Conclusion

As the two-quarter project comes to an end, we wish to recapitulate what we have learned over the last six months

We have learned and written codes for the input libraries using Intel’s Software Development Kit. These input libraries act as data collectors, which allow us to gather information related to the system usage of a user. With data in our hands, we are able to do Data Science. In contrast, “Without Data, there is no (Data) Science”. [18] In addition, by knowing how to collect data, we have control over how we want our data to be and what should be collected to improve the analysis.

As perceived from the result section, our HMM models are working pretty well with some accuracies that go beyond 90%. The accuracy is defined by the percentage of correct predicted transition/emission probabilities. A prediction is deemed correct if it falls within the top n (number of apps) probabilities predicted. As the value of n increases, we receive a higher accuracy.

Additionally, we develop different experiments for our LSTM models. The prediction accuracies are acceptable as they are all above 50% (the probability of a coin flip), which shows our models’ functionality.

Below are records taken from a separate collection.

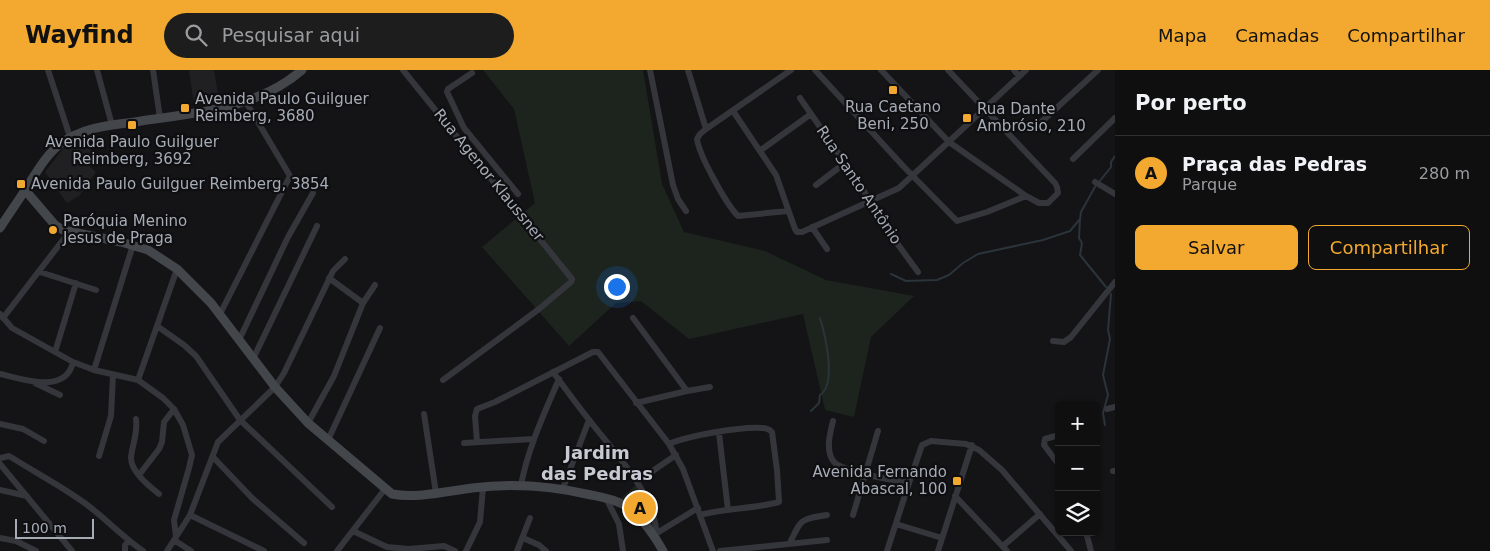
<!DOCTYPE html>
<html lang="pt">
<head>
<meta charset="utf-8">
<style>
  :root { --surface:#0f0f10; --page:#1d1d1e; --text:#f1f3f6; --muted:#9b9c9f; --line:#2f2f30; --accent:#f3a92f }
  body { margin:0; font-family:"DejaVu Sans",sans-serif; background:var(--page); color:var(--text) }
  .controls { position:absolute; right:15px; bottom:15px; display:grid; overflow:hidden; border-radius:8px; box-shadow:0 1px 4px #0004 }
  .controls button { width:45px; height:45px; display:grid; place-items:center; padding:0; border:0; border-bottom:1px solid var(--line); background:var(--surface); color:var(--text); font:25px sans-serif }
  .scale { position:absolute; left:15px; bottom:12px; width:79px; box-sizing:border-box; padding-left:5px; border:2px solid #a6acb6; border-top:0; font-size:14px; line-height:18px; white-space:nowrap; color:#a6acb6; -webkit-text-stroke:4px #0f0f11; paint-order:stroke }
  .you { position:absolute; left:616px; top:216px; width:18px; height:18px; margin:-12px; border:4px solid #fff; border-radius:50%; background:#1a73e8; box-shadow:0 0 0 8px #1a73e833 }
  .badge { display:grid; place-items:center; width:32px; height:32px; border-radius:50%; background:var(--accent); color:#111; font-size:16px; font-weight:700 }
  .pin { position:absolute; translate:-50% -50%; border:2px solid #fff; box-shadow:0 1px 5px #0006 }
  .list { margin:0; padding:0; list-style:none }
  h2 { display:flex; justify-content:space-between; align-items:center; height:65px; margin:0; padding:0 20px; font-size:21px }
  h2 small { font-size:16px; font-weight:400; color:var(--muted) }
  .list li { display:grid; grid-template-columns:32px 1fr auto; gap:15px; align-items:center; box-sizing:border-box; height:75px; padding:0 20px; border-top:1px solid var(--line) }
  .list b { display:block; font-size:19px; white-space:nowrap }
  .list p { margin:0; font-size:16px; white-space:nowrap; color:var(--muted) }
  .list em { font-size:16px; font-style:normal; color:var(--muted) }
  .actions { display:flex; gap:10px; padding:15px 20px }
  .actions a { flex:1; padding:11px 0; border:1px solid var(--accent); border-radius:8px; text-align:center; font-size:18px; color:var(--accent) }
  .actions .main { background:var(--accent); color:#111 }
  .icon { flex:none; width:28px; height:28px; fill:none; stroke:currentColor; stroke-width:2; stroke-linecap:round; stroke-linejoin:round }
  .map { position:relative; flex:none; width:1115px; height:481px; overflow:hidden }
  header { display:flex; align-items:center; gap:30px; box-sizing:border-box; height:70px; padding:0 25px; background:var(--accent); color:#111 }
  header strong { font-size:24px }
  nav { display:flex; gap:28px; margin-inline-start:auto; font-size:18px }
  .search { width:350px; height:45px; background:var(--page); display:flex; align-items:center; gap:12px; box-sizing:border-box; padding:0 18px; border-radius:28px; color:var(--muted); font-size:19px }
  main { display:flex }
  aside { flex:1; background:var(--surface) }
  .map>svg:first-child { display:block }
  .built { fill:#202023 }
  .green { fill:#1c241d }
  .lines { fill:none; stroke-linecap:round; stroke-linejoin:round }
  .stream { stroke:#2a343a; stroke-width:2 }
  .minor { stroke:#35363b; stroke-width:6 }
  .secondary { stroke:#43464b; stroke-width:9 }
  .poi-dot { fill:#f3a92f; stroke:#0f0f11; stroke-width:2 }
  .labels { text-anchor:middle; stroke-width:4.5; stroke-linejoin:round; paint-order:stroke }
  .poi-label { font-size:15px; fill:#a6acb6; stroke:#0f0f11; text-anchor:start }
  .street-label { font-size:15px; fill:#a6acb6; stroke:#0f0f11 }
  .quarter-label { font-size:18px; font-weight:bold; fill:#c7cad2; stroke:#0f0f11 }
</style>
</head>
<body>
<header>
<strong>Wayfind</strong>
<div class="search"><svg class="icon" aria-label="search" viewBox="0 0 24 24"><circle cx="10" cy="10" r="6"/><path d="M15 15l6 6"/></svg>Pesquisar aqui</div>
<nav><a>Mapa</a><a>Camadas</a><a>Compartilhar</a></nav>
</header>
<main>
<div class="map">
<svg width="1115" height="481" viewBox="0 0 1115 481">
  <rect width="100%" height="100%" fill="#141416"/>
  <path class="built" d="M 189,0 L 214,0 L 219,30 L 194,35 Z
    M 93,66 L 91,86 L 87,94 L 96,102 L 79,126 L 67,133 L 45,102 L 66,75 Z"/>
  <path class="green" d="M 483,0 L 643,0 L 662,114 L 684,162 L 765,181 L 826,210 L 914,226 L 871,267 L 854,347 L 825,340 L 803,244 L 689,269 L 641,231 L 616,233 L 569,276 L 482,177 L 535,133 L 514,39 Z
    M 638,413 L 646,429 L 656,461 L 620,429 Z"/>
  <g class="lines">
    <path class="stream" d="M 1099,112 L 1111,97 L 1111,92 L 1115,86
      M 1080,149 L 1079,168 L 1082,173 L 1080,185 L 1106,217
      M 891,204 L 906,211 L 937,210 L 949,205 L 963,193 L 978,184 L 1043,170 L 1070,161 L 1080,149 L 1081,142 L 1096,115
      M 811,341 L 819,333 L 820,325 C 837,314 825,264 820,248
      M 1105,355 L 1103,343 L 1108,325 L 1103,305 L 1110,269 L 1108,260 L 1111,224"/>
    <path class="minor" d="M 48,0 L 70,67
      M 97,0 L 112,55
      M 153,0 L 160,48
      M 403,0 L 572,209 L 571,212 L 539,239 L 443,310
      M 650,0 L 673,115 L 678,129 L 686,141
      M 688,0 L 706,59
      M 815,0 L 904,97 L 957,151 L 987,142 L 1026,126
      M 881,0 L 949,72 L 1026,126 L 1039,133 L 1048,133 L 1058,123 L 1057,117 L 1055,113 L 948,0
      M 1014,0 L 1019,6
      M 472,3 L 448,19 L 447,22 L 464,58 L 518,124
      M 800,28 L 863,119 L 875,143 L 918,202
      M 733,41 L 776,105 L 795,159 L 797,162 L 802,162 L 899,118 L 1026,0
      M 1038,55 L 1098,0
      M 761,80 L 811,44
      M 1073,89 L 1115,48
      M 1095,112 L 1115,124
      M 816,115 L 845,93
      M 788,141 L 738,146 C 726,134 699,85 697,69 L 700,64 L 706,59 L 791,0
      M 812,157 L 827,179
      M 40,202 L 96,220
      M 329,208 L 363,233
      M 0,244 L 12,258 L 73,292 L 94,300 L 138,310 L 163,328 L 174,339 L 183,355 L 192,385 L 189,398 L 174,450 L 176,467
      M 220,244 L 290,106 L 246,32
      M 3,248 L 69,162
      M 633,248 L 687,321 L 636,333
      M 157,256 L 184,275 L 196,286 L 240,350 L 332,437
      M 239,270 L 288,167 L 313,123
      M 1053,271 L 1064,272 L 1071,267 L 1115,212
      M 55,282 L 76,213
      M 253,289 L 317,156
      M 94,300 L 133,175
      M 553,302 C 565,318 577,335 590,351 C 613,381 660,429 656,469
      M 0,304 C 22,309 66,325 73,292
      M 138,310 L 177,199
      M 35,313 L 60,325
      M 687,321 L 710,317
      M 1107,339 L 1115,337
      M 424,344 L 436,423
      M 136,349 C 138,365 132,374 131,388 C 131,402 149,416 159,424
      M 833,351 C 830,363 825,381 834,392 C 843,402 894,410 909,413
      M 308,353 L 334,306 L 363,233 L 375,215
      M 0,354 L 23,359 L 44,371
      M 719,363 L 728,440
      M 1059,365 L 1045,369 L 1044,375 L 1059,395
      M 328,370 L 380,258
      M 477,372 L 475,346 L 477,339 L 495,332 L 593,282 L 598,282 L 669,374 L 683,399 L 713,481
      M 464,373 L 533,369
      M 669,374 C 686,366 743,356 762,358 C 766,358 769,359 772,362 L 777,400 L 779,432 C 753,439 726,438 700,445
      M 99,386 L 111,346 L 113,305
      M 213,387 L 252,428 L 304,473
      M 0,388 L 9,386 L 14,389 C 38,404 63,417 86,434 C 106,449 123,467 143,481
      M 0,394 L 72,481
      M 1113,401 L 1115,401
      M 139,405 L 159,379 L 162,372 L 164,352 L 174,339
      M 638,411 L 676,385
      M 521,415 C 528,378 544,344 559,309
      M 563,418 L 589,350
      M 0,420 L 27,426
      M 955,426 L 1007,481
      M 606,428 L 619,454 L 623,481
      M 190,445 L 264,481
      M 853,445 L 878,361
      M 896,454 L 942,468
      M 353,461 L 387,477 L 409,479 L 444,476 L 455,481
      M 1086,462 L 1091,481
      M 657,463 L 698,438
      M 0,468 L 16,471 L 36,481
      M 523,468 L 539,475 L 546,481
      M 174,470 L 191,481
      M 790,473 C 801,449 800,449 827,445
      M 1003,476 L 1040,444
      M 125,481 L 125,475 L 129,471
      M 167,481 L 190,445 L 218,372 L 275,317 L 284,303 L 333,201 L 345,189
      M 337,481 L 385,419
      M 466,481 L 480,452 L 483,417
      M 517,481 L 530,448
      M 720,481 L 827,470
      M 887,481 L 909,413 L 922,375 L 931,371 L 966,374 L 979,380 L 1002,400 L 1071,481
      M 938,481 L 972,375"/>
    <path class="secondary" d="M 25,120 L 55,155 L 63,160 L 121,172 L 148,180 L 177,199 L 211,233 L 275,317 L 308,353 L 392,424 C 415,429 449,421 472,418 C 512,413 552,416 591,425 C 601,427 614,429 624,435 C 641,446 653,463 663,481
      M 0,158 C 8,145 17,133 25,120 C 35,105 45,86 59,75 C 80,58 109,55 135,52 C 193,43 256,40 302,0"/>
  </g>
  <g class="poi-dot">
    <rect x="888" y="15" width="10" height="10" rx="2.5"/>
    <rect x="180" y="33" width="10" height="10" rx="2.5"/>
    <rect x="962" y="43" width="10" height="10" rx="2.5"/>
    <rect x="127" y="50" width="10" height="10" rx="2.5"/>
    <rect x="16" y="109" width="10" height="10" rx="2.5"/>
    <circle cx="53" cy="160" r="5"/>
    <rect x="952" y="406" width="10" height="10" rx="2.5"/>
  </g>
  <g class="labels">
    <g class="poi-label">
      <text x="195" y="34">Avenida Paulo Guilguer<tspan x="195" dy="17">Reimberg, 3680</tspan></text>
      <text x="893" y="42" text-anchor="middle">Rua Caetano<tspan x="893" dy="17">Beni, 250</tspan></text>
      <text x="977" y="44">Rua Dante<tspan x="977" dy="17">Ambrósio, 210</tspan></text>
      <text x="132" y="77" text-anchor="middle">Avenida Paulo Guilguer<tspan x="132" dy="17">Reimberg, 3692</tspan></text>
      <text x="31" y="119">Avenida Paulo Guilguer Reimberg, 3854</text>
      <text x="63" y="156">Paróquia Menino<tspan x="63" dy="17">Jesus de Praga</tspan></text>
      <text x="947" y="407" text-anchor="end">Avenida Fernando<tspan x="947" dy="17">Abascal, 100</tspan></text>
    </g>
    <g class="street-label">
      <text transform="translate(489 105) rotate(51)" y="5">Rua Agenor Klaussner</text>
      <text transform="translate(859 115) rotate(56)" y="5">Rua Santo Antônio</text>
    </g>
    <g class="quarter-label">
      <text x="597" y="389">Jardim<tspan x="597" dy="21">das Pedras</tspan></text>
    </g>
  </g>
</svg>
<div class="controls">
<button>+</button>
<button>−</button>
<button><svg class="icon" aria-label="layers" viewBox="0 0 24 24"><path d="M12 4l9 5-9 5-9-5zM3 14l9 5 9-5"/></svg></button>
</div>
<div class="scale">100 m</div>
<div class="you"></div>
<div class="pin badge" style="left:640px;top:438px">A</div>
</div>
<aside>
<h2>Por perto<small></small></h2>
<ul class="list">
<li><span class="badge">A</span><div><b>Praça das Pedras</b><p>Parque</p></div><em>280 m</em></li>
</ul>
<div class="actions"><a class="main">Salvar</a><a>Compartilhar</a></div>
</aside>
</main>
</body>
</html>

Some can reach more than 90%, which seems to be an overfitting problem as we give too much information to the model.

In short, learning how to collect data and input them into different predictive models helps us vastly in our journey of becoming Data Scientists. In fact, by understanding where the data comes from and how the data are generated, we can recognize the informative and useful data features to feed into our predictive models. This is also what makes us different from other Data Scientists who have not known about data acquisition yet. On the other hand, by observing the results of predictive models, we can recognize what features should be collected; then we can come back, re-adjust the input libraries, and generate new data with new features.

Further Steps

We can further improve our models by (1) considering different sets of hyperparameters when tuning our models and (2) re-adjusting our feature engineering process, which allows us to input other types of features that we are able to extract from the data, and avoid the overfitting / underfitting problems. In the future, we will continue collecting more data to improve the patterns that can be learned in our predictive models. By applying this data analysis pipeline, we can infer the sequence of application usage along with the time used. The analysis will assist us in developing the scripts that process background tasks and we can - for example - use the Scheduler to pre-launch the app 2-3 minutes beforehand. That is how we can reduce the initial latency and better user experience.